--- START ---

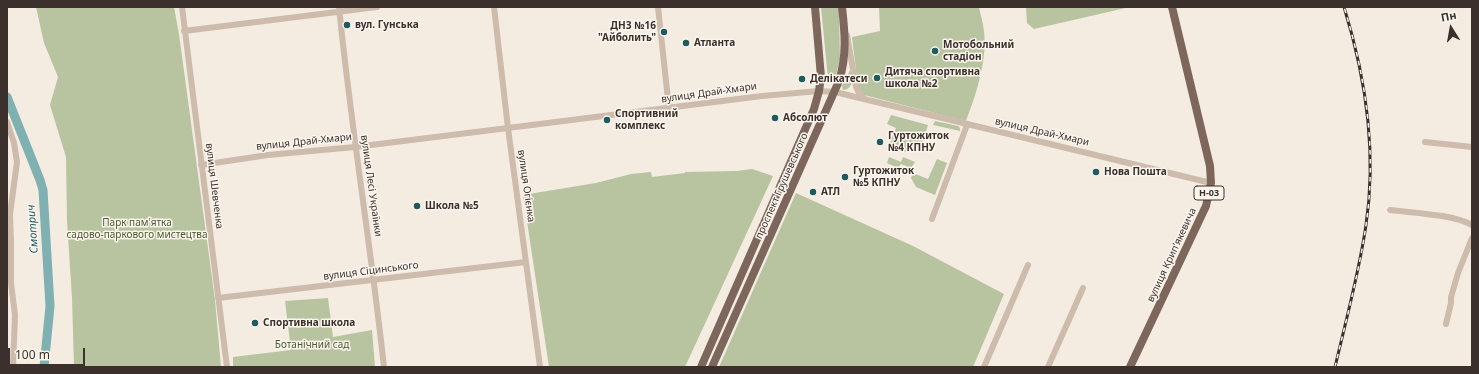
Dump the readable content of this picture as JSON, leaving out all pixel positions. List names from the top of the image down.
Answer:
{
  "streets": {
    "main road": ["проспект Грушевського", "Н-03", "вулиця Крипʼякевича"],
    "street": [
      "вулиця Драй-Хмари",
      "вулиця Шевченка",
      "вулиця Лесі Українки",
      "вулиця Огієнка",
      "вулиця Сіцинського"
    ]
  },
  "crossings": [
    ["вулиця Драй-Хмари", "вулиця Шевченка"],
    ["вулиця Драй-Хмари", "вулиця Лесі Українки"],
    ["вулиця Драй-Хмари", "вулиця Огієнка"],
    ["вулиця Драй-Хмари", "проспект Грушевського"],
    ["вулиця Драй-Хмари", "вулиця Крипʼякевича"],
    ["вулиця Шевченка", "вулиця Сіцинського"],
    ["вулиця Лесі Українки", "вулиця Сіцинського"],
    ["вулиця Огієнка", "вулиця Сіцинського"]
  ],
  "water": ["Смотрич"],
  "parks": ["Парк пам'ятка садово-паркового мистецтва", "Ботанічний сад"],
  "places": [
    "вул. Гунська",
    "ДНЗ №16 \"Айболить\"",
    "Атланта",
    "Мотобольний стадіон",
    "Дитяча спортивна школа №2",
    "Делікатеси",
    "Абсолют",
    "Спортивний комплекс",
    "Гуртожиток №4 КПНУ",
    "Нова Пошта",
    "Гуртожиток №5 КПНУ",
    "АТЛ",
    "Школа №5",
    "Спортивна школа"
  ],
  "scale_bar": "100 m",
  "north": "top"
}
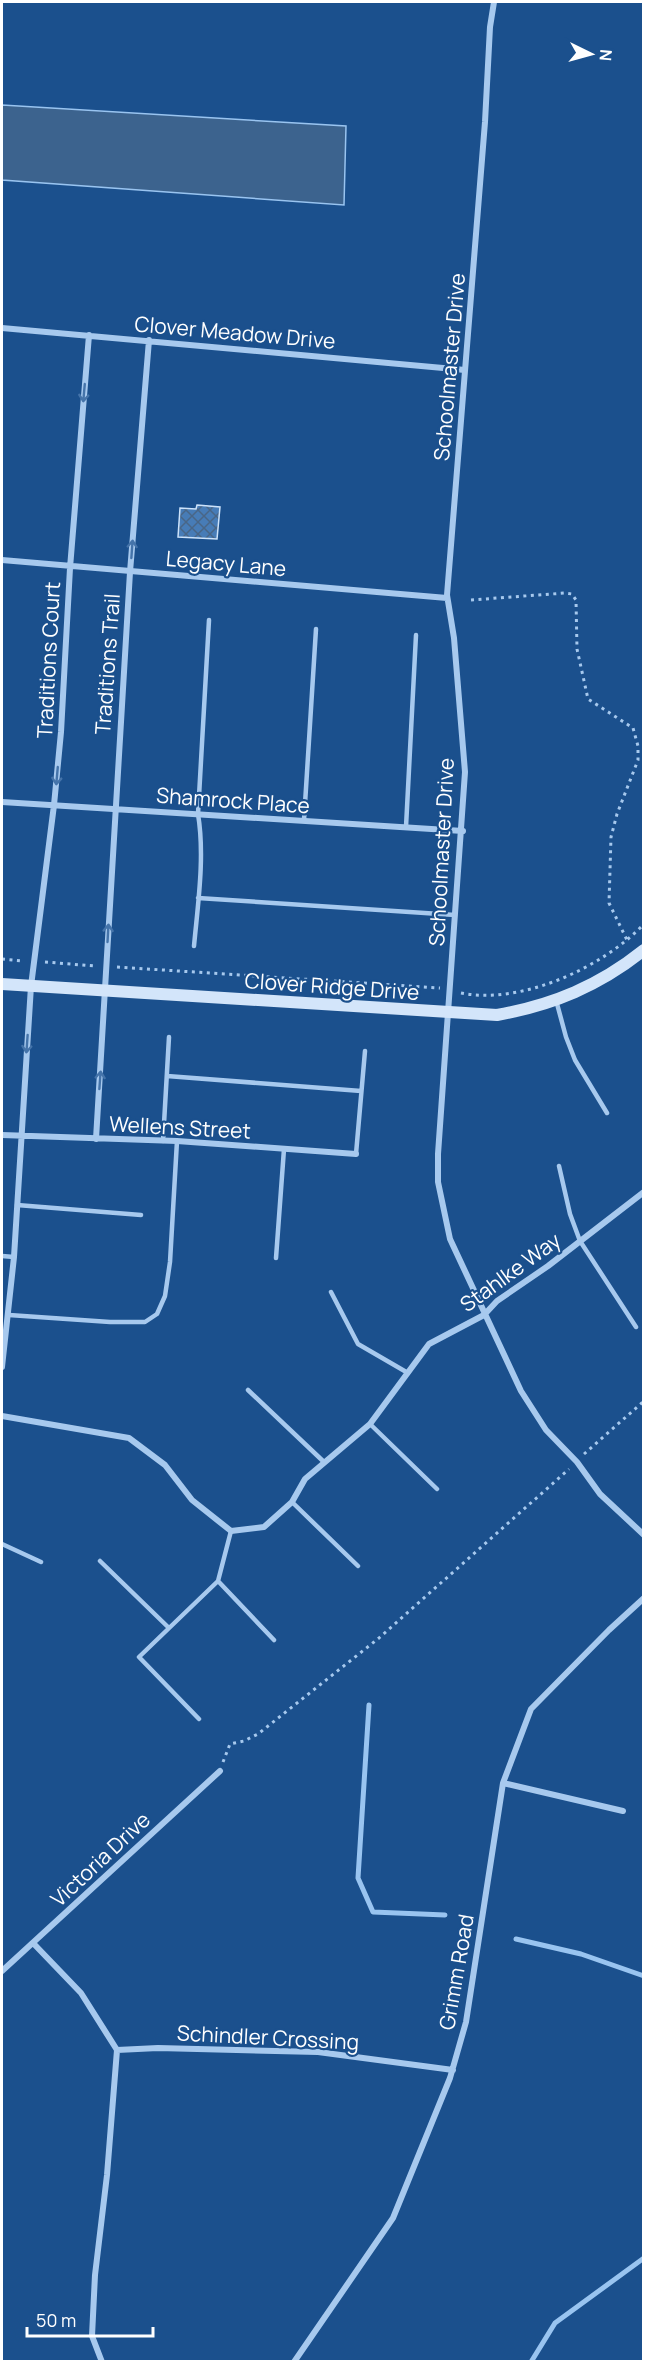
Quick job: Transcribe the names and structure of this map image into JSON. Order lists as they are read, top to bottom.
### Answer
{
  "streets": {
    "street": [
      "Clover Meadow Drive",
      "Schoolmaster Drive",
      "Legacy Lane",
      "Traditions Court",
      "Traditions Trail",
      "Shamrock Place",
      "Clover Ridge Drive",
      "Wellens Street",
      "Stahlke Way",
      "Victoria Drive",
      "Grimm Road",
      "Schindler Crossing"
    ]
  },
  "crossings": [
    ["Clover Meadow Drive", "Schoolmaster Drive"],
    ["Clover Meadow Drive", "Traditions Court"],
    ["Clover Meadow Drive", "Traditions Trail"],
    ["Schoolmaster Drive", "Legacy Lane"],
    ["Schoolmaster Drive", "Shamrock Place"],
    ["Schoolmaster Drive", "Clover Ridge Drive"],
    ["Schoolmaster Drive", "Stahlke Way"],
    ["Legacy Lane", "Traditions Court"],
    ["Legacy Lane", "Traditions Trail"],
    ["Traditions Court", "Shamrock Place"],
    ["Traditions Court", "Clover Ridge Drive"],
    ["Traditions Court", "Wellens Street"],
    ["Traditions Trail", "Shamrock Place"],
    ["Traditions Trail", "Clover Ridge Drive"],
    ["Traditions Trail", "Wellens Street"],
    ["Grimm Road", "Schindler Crossing"]
  ],
  "one_way": ["Traditions Court", "Traditions Trail"],
  "scale_bar": "50 m",
  "north": "right"
}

--- END ---

§ **BRIEF**: Skip the pictures. Restate everything else in the records word for word.

§ **RESULT OF THE TASK**:
Dump the readable content of this picture as JSON, leaving out all pixel positions. List names from the top of the image down.
Answer:
{
  "streets": {
    "main road": ["проспект Грушевського", "Н-03", "вулиця Крипʼякевича"],
    "street": [
      "вулиця Драй-Хмари",
      "вулиця Шевченка",
      "вулиця Лесі Українки",
      "вулиця Огієнка",
      "вулиця Сіцинського"
    ]
  },
  "crossings": [
    ["вулиця Драй-Хмари", "вулиця Шевченка"],
    ["вулиця Драй-Хмари", "вулиця Лесі Українки"],
    ["вулиця Драй-Хмари", "вулиця Огієнка"],
    ["вулиця Драй-Хмари", "проспект Грушевського"],
    ["вулиця Драй-Хмари", "вулиця Крипʼякевича"],
    ["вулиця Шевченка", "вулиця Сіцинського"],
    ["вулиця Лесі Українки", "вулиця Сіцинського"],
    ["вулиця Огієнка", "вулиця Сіцинського"]
  ],
  "water": ["Смотрич"],
  "parks": ["Парк пам'ятка садово-паркового мистецтва", "Ботанічний сад"],
  "places": [
    "вул. Гунська",
    "ДНЗ №16 \"Айболить\"",
    "Атланта",
    "Мотобольний стадіон",
    "Дитяча спортивна школа №2",
    "Делікатеси",
    "Абсолют",
    "Спортивний комплекс",
    "Гуртожиток №4 КПНУ",
    "Нова Пошта",
    "Гуртожиток №5 КПНУ",
    "АТЛ",
    "Школа №5",
    "Спортивна школа"
  ],
  "scale_bar": "100 m",
  "north": "top"
}
Quick job: Transcribe the names and structure of this map image into JSON. Order lists as they are read, top to bottom.
### Answer
{
  "streets": {
    "street": [
      "Clover Meadow Drive",
      "Schoolmaster Drive",
      "Legacy Lane",
      "Traditions Court",
      "Traditions Trail",
      "Shamrock Place",
      "Clover Ridge Drive",
      "Wellens Street",
      "Stahlke Way",
      "Victoria Drive",
      "Grimm Road",
      "Schindler Crossing"
    ]
  },
  "crossings": [
    ["Clover Meadow Drive", "Schoolmaster Drive"],
    ["Clover Meadow Drive", "Traditions Court"],
    ["Clover Meadow Drive", "Traditions Trail"],
    ["Schoolmaster Drive", "Legacy Lane"],
    ["Schoolmaster Drive", "Shamrock Place"],
    ["Schoolmaster Drive", "Clover Ridge Drive"],
    ["Schoolmaster Drive", "Stahlke Way"],
    ["Legacy Lane", "Traditions Court"],
    ["Legacy Lane", "Traditions Trail"],
    ["Traditions Court", "Shamrock Place"],
    ["Traditions Court", "Clover Ridge Drive"],
    ["Traditions Court", "Wellens Street"],
    ["Traditions Trail", "Shamrock Place"],
    ["Traditions Trail", "Clover Ridge Drive"],
    ["Traditions Trail", "Wellens Street"],
    ["Grimm Road", "Schindler Crossing"]
  ],
  "one_way": ["Traditions Court", "Traditions Trail"],
  "scale_bar": "50 m",
  "north": "right"
}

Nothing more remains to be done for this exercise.